▶ [TASK BRIEF]:
Your response should be a copy of each line in the listing below that includes the word "direction".

___ INPUT DATA

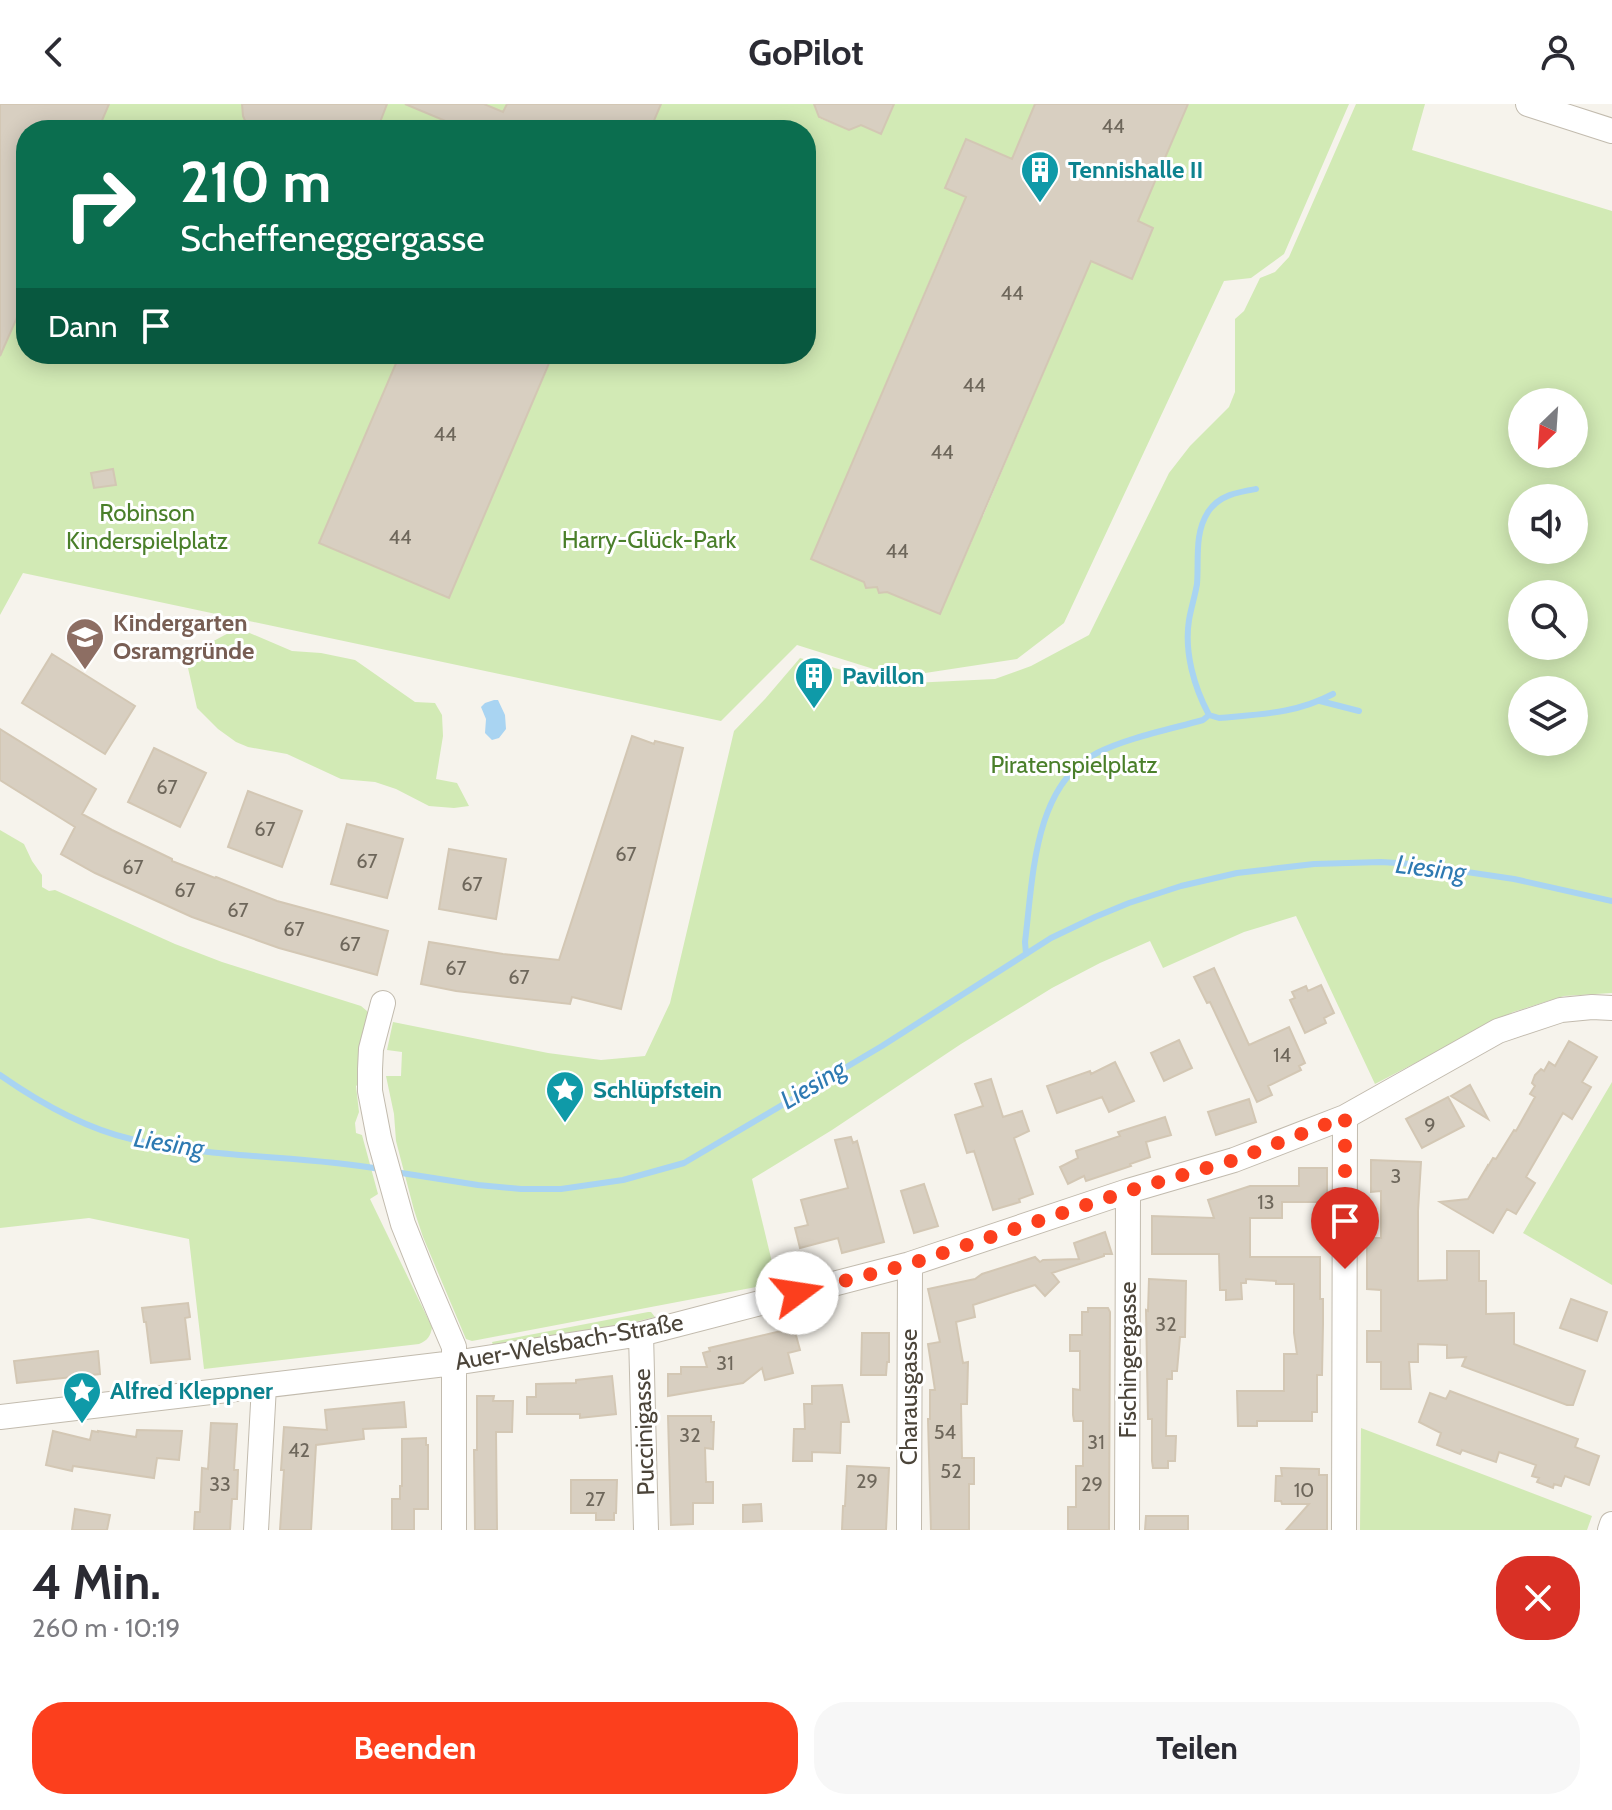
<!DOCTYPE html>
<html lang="de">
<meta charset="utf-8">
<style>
:root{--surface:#fff;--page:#f7f7f7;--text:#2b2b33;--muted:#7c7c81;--accent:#fc3f1d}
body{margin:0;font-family:Cabin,sans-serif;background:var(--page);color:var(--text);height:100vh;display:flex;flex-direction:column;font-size:30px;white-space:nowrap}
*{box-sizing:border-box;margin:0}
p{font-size:26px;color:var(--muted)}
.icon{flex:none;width:44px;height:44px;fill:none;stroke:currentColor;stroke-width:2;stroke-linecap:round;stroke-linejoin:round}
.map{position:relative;height:1426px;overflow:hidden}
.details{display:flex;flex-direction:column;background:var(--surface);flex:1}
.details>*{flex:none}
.guide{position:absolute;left:16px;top:16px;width:800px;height:244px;border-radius:32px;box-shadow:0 4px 20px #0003;background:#0b6e4f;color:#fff;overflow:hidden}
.needle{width:52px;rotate:205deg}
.buttons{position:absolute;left:1508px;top:284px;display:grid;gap:16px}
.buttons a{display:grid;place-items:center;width:80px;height:80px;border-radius:50%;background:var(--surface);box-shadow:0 4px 20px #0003;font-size:40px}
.pin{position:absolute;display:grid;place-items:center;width:68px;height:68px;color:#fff;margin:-82px -34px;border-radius:50% 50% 50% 0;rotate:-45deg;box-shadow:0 0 8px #0007}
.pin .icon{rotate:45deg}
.me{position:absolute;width:88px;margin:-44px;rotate:76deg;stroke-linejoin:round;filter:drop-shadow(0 0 6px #0008)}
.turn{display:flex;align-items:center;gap:28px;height:168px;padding:0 32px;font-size:36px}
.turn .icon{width:104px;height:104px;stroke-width:2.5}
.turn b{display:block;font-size:56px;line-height:68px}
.then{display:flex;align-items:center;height:76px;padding:0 32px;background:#0003;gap:16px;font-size:30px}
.round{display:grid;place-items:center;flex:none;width:84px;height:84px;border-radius:32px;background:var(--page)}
.overview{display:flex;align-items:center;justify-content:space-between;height:136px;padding:0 32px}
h1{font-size:48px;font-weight:700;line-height:60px}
.primary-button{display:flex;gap:16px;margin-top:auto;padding:16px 32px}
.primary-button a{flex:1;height:92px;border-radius:32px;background:var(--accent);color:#fff;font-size:32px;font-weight:700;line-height:92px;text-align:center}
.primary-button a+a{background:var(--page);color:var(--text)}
header{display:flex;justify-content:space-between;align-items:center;height:104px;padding:0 32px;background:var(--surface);font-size:36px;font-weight:700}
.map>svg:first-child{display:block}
.green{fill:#d2eab5;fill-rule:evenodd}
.water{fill:#a9d4f2}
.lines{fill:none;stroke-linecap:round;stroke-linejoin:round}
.stream{stroke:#a9d4f2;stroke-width:6}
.building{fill:#d8cfc1;stroke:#d3c7b4;stroke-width:2}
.minor-casing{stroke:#c2bbae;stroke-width:26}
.minor{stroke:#fff;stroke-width:24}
.route{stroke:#fc3f1d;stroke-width:14;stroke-dasharray:0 25.2}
.labels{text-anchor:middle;stroke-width:6;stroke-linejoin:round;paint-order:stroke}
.number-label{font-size:20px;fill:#6e675b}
.culture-label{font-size:24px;font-weight:bold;fill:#0d838f;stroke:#fff;text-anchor:start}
.park-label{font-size:24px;fill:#4a7f2a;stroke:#fff}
.education-label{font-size:24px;font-weight:bold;fill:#785e54;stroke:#fff;text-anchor:start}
.street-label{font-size:24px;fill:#4b4439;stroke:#fff}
.water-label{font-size:26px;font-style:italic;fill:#2e7ab2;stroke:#fff}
</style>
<header><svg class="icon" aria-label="back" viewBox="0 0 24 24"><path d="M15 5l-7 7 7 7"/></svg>GoPilot<svg class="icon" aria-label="person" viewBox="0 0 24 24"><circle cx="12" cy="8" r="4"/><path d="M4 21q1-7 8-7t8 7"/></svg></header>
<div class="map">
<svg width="1612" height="1426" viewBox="0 0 1612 1426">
<rect width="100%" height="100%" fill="#f6f3ec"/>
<path class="green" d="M109 0H242L243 12 249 26H98Z
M384 0H507L503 10 502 26H377Z
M661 0H814L819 14 849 26 861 21 881 30 891 7 890 4 892 0H1035L1144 102 1176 29 1175 0 1186 5 1189 0H1349L1284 150 1251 174 1224 177 1064 519 1017 555 899 573 797 541 721 617 23 469 0 511V252L19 210 0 201 26 117V250H400L319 438 448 493 552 254 545 250H806V26H650ZM966 36 1060 84 1153 124 1131 174 1035 133 1038 124 945 84ZM955 117 1085 171 983 412 967 406 972 437 940 510 887 488 879 489 877 483 866 484 864 478 811 455Z
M1356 0H1425L1412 46 1612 107V889L1564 892 1513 908 1375 980 1296 812 1244 828 1163 864 1150 837 1100 859 1052 884 961 940 832 1026 752 1075 777 1179 472 1237 466 1235 423 1133 414 1106 396 1037 394 1010 386 972H401L402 948 387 946 393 918 548 949 601 956 645 952 670 899 734 627 765 595 800 554 891 580 995 575 1031 562 1089 531 1169 369 1190 342 1229 303 1235 288V215L1244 207 1260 174 1275 168 1289 153ZM1522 298H1574V350H1522ZM1522 394H1574V446H1522ZM1522 490H1574V542H1522ZM1522 586H1574V638H1522Z
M238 524 292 547 321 549 355 556 415 598 435 599 442 611 443 632 436 675 457 679 469 702 454 704 429 702 396 685 375 678 341 675 287 650 248 643 236 638 218 625 197 604 188 564 206 541Z
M0 726 24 740 32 757 42 771V783L49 787 55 786 175 840 222 858 361 902 367 907 369 913 362 977 356 982 359 1008 355 1019 356 1029 362 1031 378 1090 370 1095 432 1223C431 1232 427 1237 419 1240L204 1265 189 1135 89 1114 0 1124Z
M1612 978V1181L1523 1129Z
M648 1208H651L655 1213 573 1233 494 1244 492 1238Z
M1361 1324 1592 1412 1587 1426H1360Z"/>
<path class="water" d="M494 596H498L505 611 506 625 499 634 492 636 485 629 486 615 481 603 485 599Z"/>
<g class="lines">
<path class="stream" d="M1320 597 1359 607
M1209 611 1219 614C1260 610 1295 610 1333 590
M1026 850 1025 838C1033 776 1033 681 1097 649 1126 634 1171 625 1203 616L1209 611C1194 583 1184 548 1189 516 1191 504 1195 492 1197 480 1199 456 1194 430 1208 408 1219 391 1238 388 1256 385
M0 971C40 999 84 1024 131 1035 213 1055 298 1051 380 1065
M395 1068 478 1081 521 1085H561L623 1076 684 1059 882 942 1051 834 1095 813 1129 799 1181 782 1237 769 1314 760 1381 758 1413 760 1514 775 1612 797"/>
</g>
<path class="building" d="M0 0H109L98 26H26V193L0 252Z
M242 0H387L377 26H249L243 12Z
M405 0H484L503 8 507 0H661L650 26H467Z
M814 0H894L881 30 861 21 849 26 819 13Z
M1035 0H1188L1138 117 1153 124 1132 175 1091 157 940 510 887 488 879 489 877 483 866 484 864 478 811 455 966 93 945 84 966 35 1012 55Z
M400 250H553L449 494 319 439Z
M113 365 116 381 94 384 91 369Z
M52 550 135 602 105 650 22 599Z
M0 625 96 685 82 710 112 726 172 755V757L215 774 216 773 277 797 388 827 377 871 279 844 192 813 95 769 61 750 75 723 0 676Z
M632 632 654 640 655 637 683 644 621 905 572 893 570 900 456 887 421 880 429 838 503 850 559 856Z
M154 644 206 669 180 723 128 698Z
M248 687 302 707 282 763 228 743Z
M347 720 403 735 387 794 331 780Z
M449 745 506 755 496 815 439 805Z
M1214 864 1249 941 1289 923 1305 959 1299 962 1301 966 1268 982 1272 991 1257 998 1210 898 1207 899 1194 873Z
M1321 881 1334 909 1324 914 1326 919 1305 929 1290 896 1295 894 1292 888 1306 882 1308 887Z
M1179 936 1192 964 1164 977 1151 949Z
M1569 937 1597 953 1582 978 1591 983 1572 1015 1563 1009 1526 1073 1535 1079 1516 1110 1507 1105 1493 1129 1440 1098 1468 1095 1487 1063V1064L1493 1054 1496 1055 1514 1026 1516 1027 1535 993 1530 990 1535 982 1532 979 1535 971 1541 965 1544 967 1549 958 1555 962Z
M1115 958 1134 997 1109 1008 1102 993 1057 1009 1047 982 1090 967 1091 970Z
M991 975 1003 1013 1022 1007 1029 1027 1014 1034 1033 1090 1019 1095 1020 1098 993 1106 974 1047 967 1049 955 1011 983 1002 975 980Z
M1470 981 1488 1015 1451 992Z
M1448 993 1464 1022 1422 1044 1406 1015Z
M1249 995 1256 1018 1216 1031 1208 1008Z
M1165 1013 1171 1031 1146 1038 1150 1053 1130 1060 1131 1062 1086 1077 1084 1072 1068 1080 1060 1063 1078 1054 1076 1047 1120 1032 1118 1028Z
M851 1033 853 1039 857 1037 884 1138 842 1149 838 1134 800 1144 795 1124 808 1121 801 1096 848 1084 835 1036Z
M1371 1056 1421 1058 1418 1107V1177L1447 1176V1147H1479V1177H1486V1210L1514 1209V1240L1585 1267 1573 1301H1567L1462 1262 1466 1253 1447 1254V1241L1418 1240V1258H1409L1411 1285H1381V1258H1367V1227H1381V1186L1367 1185V1134H1381V1087L1371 1088Z
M1299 1064H1327V1098H1282V1114H1250V1153H1320V1195H1323V1220L1322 1271H1317V1308H1312V1317H1257V1322H1238L1237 1287H1284V1250H1297L1294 1229V1180H1276V1177L1246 1175V1179H1241L1242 1195 1226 1196V1186H1220L1219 1150H1152V1112L1214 1114 1208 1096 1250 1082H1299Z
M924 1080 938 1122 914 1129 901 1087Z
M1105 1128 1112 1150H1104V1152L1052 1169 1059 1178 1045 1192 1035 1181 973 1201 975 1213 956 1218 963 1259 968 1258 967 1300H961L962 1354H974V1380H969V1426H931L928 1315H930V1286H935L928 1240 940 1238 928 1185 975 1175 982 1170 1035 1153 1040 1158 1043 1156 1079 1155 1074 1139Z
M1149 1175 1186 1177 1185 1233H1180L1177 1267H1172V1275H1167L1166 1332H1176L1175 1357H1168V1364H1153L1152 1357V1315H1148L1146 1206 1148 1207Z
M1571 1195 1607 1208 1597 1237 1560 1224Z
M188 1199 190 1213 185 1214 190 1255 151 1259 146 1218H144L142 1204Z
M1088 1204H1108L1110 1208 1109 1426H1068V1403H1076V1362H1083V1317H1074L1073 1311V1285L1080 1286V1247H1070V1231H1082V1208H1088Z
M794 1224 800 1246 788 1249 793 1269 765 1276 762 1264 743 1279 668 1292V1270H681V1263H707L703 1249 710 1247 709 1244Z
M862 1229H889V1258H887L886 1271H861Z
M98 1247 100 1270 17 1279 14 1257Z
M612 1272 616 1310 580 1314V1310H527V1293H536V1280L576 1279V1276Z
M842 1281 849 1318H841L840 1349 812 1348V1357H793L794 1325H805L804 1300H812V1282Z
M1450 1287 1578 1335 1575 1343 1599 1352 1589 1381 1565 1372 1561 1382 1554 1380 1553 1384 1537 1378 1539 1374 1532 1372 1536 1361 1499 1348 1496 1358 1462 1346 1460 1350 1437 1341 1441 1329 1419 1318 1430 1289 1446 1295Z
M477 1292H494L493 1297H513L512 1328H496L497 1426H475L474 1346H477Z
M404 1298 406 1323 363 1325 364 1335 316 1341 311 1426H280L284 1366H281L284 1323 327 1326 325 1306Z
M668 1312H711V1318H714L713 1345 705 1344 706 1378H713V1399H693V1420L671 1421Z
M211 1319 237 1320 234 1366H238L237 1395H232L230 1426H194L195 1408H200L202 1364 208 1365Z
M137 1326 182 1327 179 1356 157 1354 154 1374 73 1362 72 1367 46 1361 53 1327 90 1336 92 1327 98 1328V1327L136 1333Z
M426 1334V1341H428V1405H414V1426H392V1395H400V1382H402V1335Z
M847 1362 889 1364 886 1426H842L843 1402H845Z
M1281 1364 1319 1365V1371H1327V1426H1286L1309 1400H1282L1281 1397H1275L1276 1372H1282Z
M571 1376H617L616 1409H614V1416H596V1409H571Z
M761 1400 762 1417 743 1418V1401Z
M75 1405 110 1411 107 1426H72Z
M1146 1412H1188V1426H1145Z"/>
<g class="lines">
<defs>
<path id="minor" d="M1528 0 1612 27
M383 899 371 945 370 965V987L379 1034 403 1120 425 1175 454 1243V1426
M641 1230 646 1426
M0 1313 454 1259 641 1230 910 1160 1128 1087 1234 1056 1345 1013 1498 927 1561 906 1592 903 1612 904
M256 1426 264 1282
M909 1426 910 1160
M1127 1426 1128 1087
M1344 1426 1345 1013
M1610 1426 1612 1420"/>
</defs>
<use href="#minor" class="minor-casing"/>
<use href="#minor" class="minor"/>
</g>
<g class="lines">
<path class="route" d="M797 1189 910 1160 1128 1087 1234 1056 1345 1013V1165"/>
</g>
<defs>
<symbol id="building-pin" viewBox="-11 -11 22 30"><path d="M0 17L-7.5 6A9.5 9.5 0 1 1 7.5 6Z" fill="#0f9aa8" stroke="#fff"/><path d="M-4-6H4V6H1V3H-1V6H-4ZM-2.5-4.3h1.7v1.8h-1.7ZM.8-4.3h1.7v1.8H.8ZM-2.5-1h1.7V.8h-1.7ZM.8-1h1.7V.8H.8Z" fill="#fff"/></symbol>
<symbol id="school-pin" viewBox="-11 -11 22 30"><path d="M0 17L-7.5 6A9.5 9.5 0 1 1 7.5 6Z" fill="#8d6e63" stroke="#fff"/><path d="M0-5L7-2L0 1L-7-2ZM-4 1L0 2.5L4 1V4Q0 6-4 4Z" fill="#fff"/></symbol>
<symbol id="sight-pin" viewBox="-11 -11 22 30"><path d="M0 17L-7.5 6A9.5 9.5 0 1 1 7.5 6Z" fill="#0f9aa8" stroke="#fff"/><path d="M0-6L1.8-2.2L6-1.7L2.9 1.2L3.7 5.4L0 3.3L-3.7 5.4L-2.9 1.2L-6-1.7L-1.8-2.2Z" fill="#fff"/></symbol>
</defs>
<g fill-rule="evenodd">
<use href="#building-pin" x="1018" y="44" width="44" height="60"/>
<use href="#school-pin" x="63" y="511" width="44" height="60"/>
<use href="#building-pin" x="792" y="550" width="44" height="60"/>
<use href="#sight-pin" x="543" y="964" width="44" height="60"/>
<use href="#sight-pin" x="60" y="1265" width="44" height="60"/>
</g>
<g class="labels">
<g class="number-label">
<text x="1113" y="29">44</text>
<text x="1012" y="196">44</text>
<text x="974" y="288">44</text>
<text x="445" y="337">44</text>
<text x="942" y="355">44</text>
<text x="400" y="440">44</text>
<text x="897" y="454">44</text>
<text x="167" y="690">67</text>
<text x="265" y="732">67</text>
<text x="626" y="757">67</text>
<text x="367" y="764">67</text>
<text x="133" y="770">67</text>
<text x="472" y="787">67</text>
<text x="185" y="793">67</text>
<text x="238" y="813">67</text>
<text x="294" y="832">67</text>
<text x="350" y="847">67</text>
<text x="456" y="871">67</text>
<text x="519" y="880">67</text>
<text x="1282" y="958">14</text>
<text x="1430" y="1028">9</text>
<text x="1396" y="1079">3</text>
<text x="1266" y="1105">13</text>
<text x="1166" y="1227">32</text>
<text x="725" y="1266">31</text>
<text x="945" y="1335">54</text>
<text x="690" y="1338">32</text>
<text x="1096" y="1345">31</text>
<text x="299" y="1353">42</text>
<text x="951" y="1374">52</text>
<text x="867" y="1384">29</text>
<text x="220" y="1387">33</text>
<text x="1092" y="1387">29</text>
<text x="1304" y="1393">10</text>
<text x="595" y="1402">27</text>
</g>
<g class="culture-label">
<text x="1068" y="74">Tennishalle II</text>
<text x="842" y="580">Pavillon</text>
<text x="593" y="994">Schlüpfstein</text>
<text x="110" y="1295">Alfred Kleppner</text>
</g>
<g class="park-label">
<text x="147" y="417">Robinson<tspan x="147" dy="28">Kinderspielplatz</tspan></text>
<text x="649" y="444">Harry-Glück-Park</text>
<text x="1074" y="669">Piratenspielplatz</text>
</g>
<g class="education-label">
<text x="113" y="527">Kindergarten<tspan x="113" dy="28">Osramgründe</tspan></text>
</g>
<g class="street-label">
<text transform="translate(569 1238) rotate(-10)" y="8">Auer-Welsbach-Straße</text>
<text transform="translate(1128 1256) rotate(-90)" y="8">Fischingergasse</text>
<text transform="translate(909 1293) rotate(-90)" y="8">Charausgasse</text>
<text transform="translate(644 1328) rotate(-92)" y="8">Puccinigasse</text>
</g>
<g class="water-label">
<text transform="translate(1431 764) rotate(7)" y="9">Liesing</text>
<text transform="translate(813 980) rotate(-31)" y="9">Liesing</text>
<text transform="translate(169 1039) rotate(9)" y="9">Liesing</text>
</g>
</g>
</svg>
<div class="buttons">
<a><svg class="needle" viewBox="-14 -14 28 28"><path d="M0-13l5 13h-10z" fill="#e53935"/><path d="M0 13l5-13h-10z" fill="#7c7c81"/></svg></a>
<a><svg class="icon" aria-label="sound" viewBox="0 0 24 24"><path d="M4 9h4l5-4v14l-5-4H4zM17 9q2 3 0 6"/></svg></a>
<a><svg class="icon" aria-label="search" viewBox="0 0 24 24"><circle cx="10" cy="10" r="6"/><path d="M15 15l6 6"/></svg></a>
<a><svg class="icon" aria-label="layers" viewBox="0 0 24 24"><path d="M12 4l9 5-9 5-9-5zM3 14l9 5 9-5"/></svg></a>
</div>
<div class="pin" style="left:1345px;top:1165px;background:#d93025"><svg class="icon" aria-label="arrive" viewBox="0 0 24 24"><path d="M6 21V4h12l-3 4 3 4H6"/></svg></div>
<svg class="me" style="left:797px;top:1189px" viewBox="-20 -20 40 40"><circle r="19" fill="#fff"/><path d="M0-13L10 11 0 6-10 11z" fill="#fc3f1d"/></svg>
<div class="guide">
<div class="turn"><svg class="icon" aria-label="right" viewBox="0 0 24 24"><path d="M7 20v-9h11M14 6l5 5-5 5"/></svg><div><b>210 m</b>Scheffeneggergasse</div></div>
<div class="then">Dann<svg class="icon" aria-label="arrive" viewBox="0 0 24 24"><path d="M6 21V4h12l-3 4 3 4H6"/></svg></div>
</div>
</div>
<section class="details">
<div class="overview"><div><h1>4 Min.</h1><p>260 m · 10:19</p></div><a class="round" style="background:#d93025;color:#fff"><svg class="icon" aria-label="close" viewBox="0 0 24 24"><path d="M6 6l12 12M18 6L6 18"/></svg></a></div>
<div class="primary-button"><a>Beenden</a><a>Teilen</a></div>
</section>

______

▶ [WRITTEN RESPONSE]:
body{margin:0;font-family:Cabin,sans-serif;background:var(--page);color:var(--text);height:100vh;display:flex;flex-direction:column;font-size:30px;white-space:nowrap}
.details{display:flex;flex-direction:column;background:var(--surface);flex:1}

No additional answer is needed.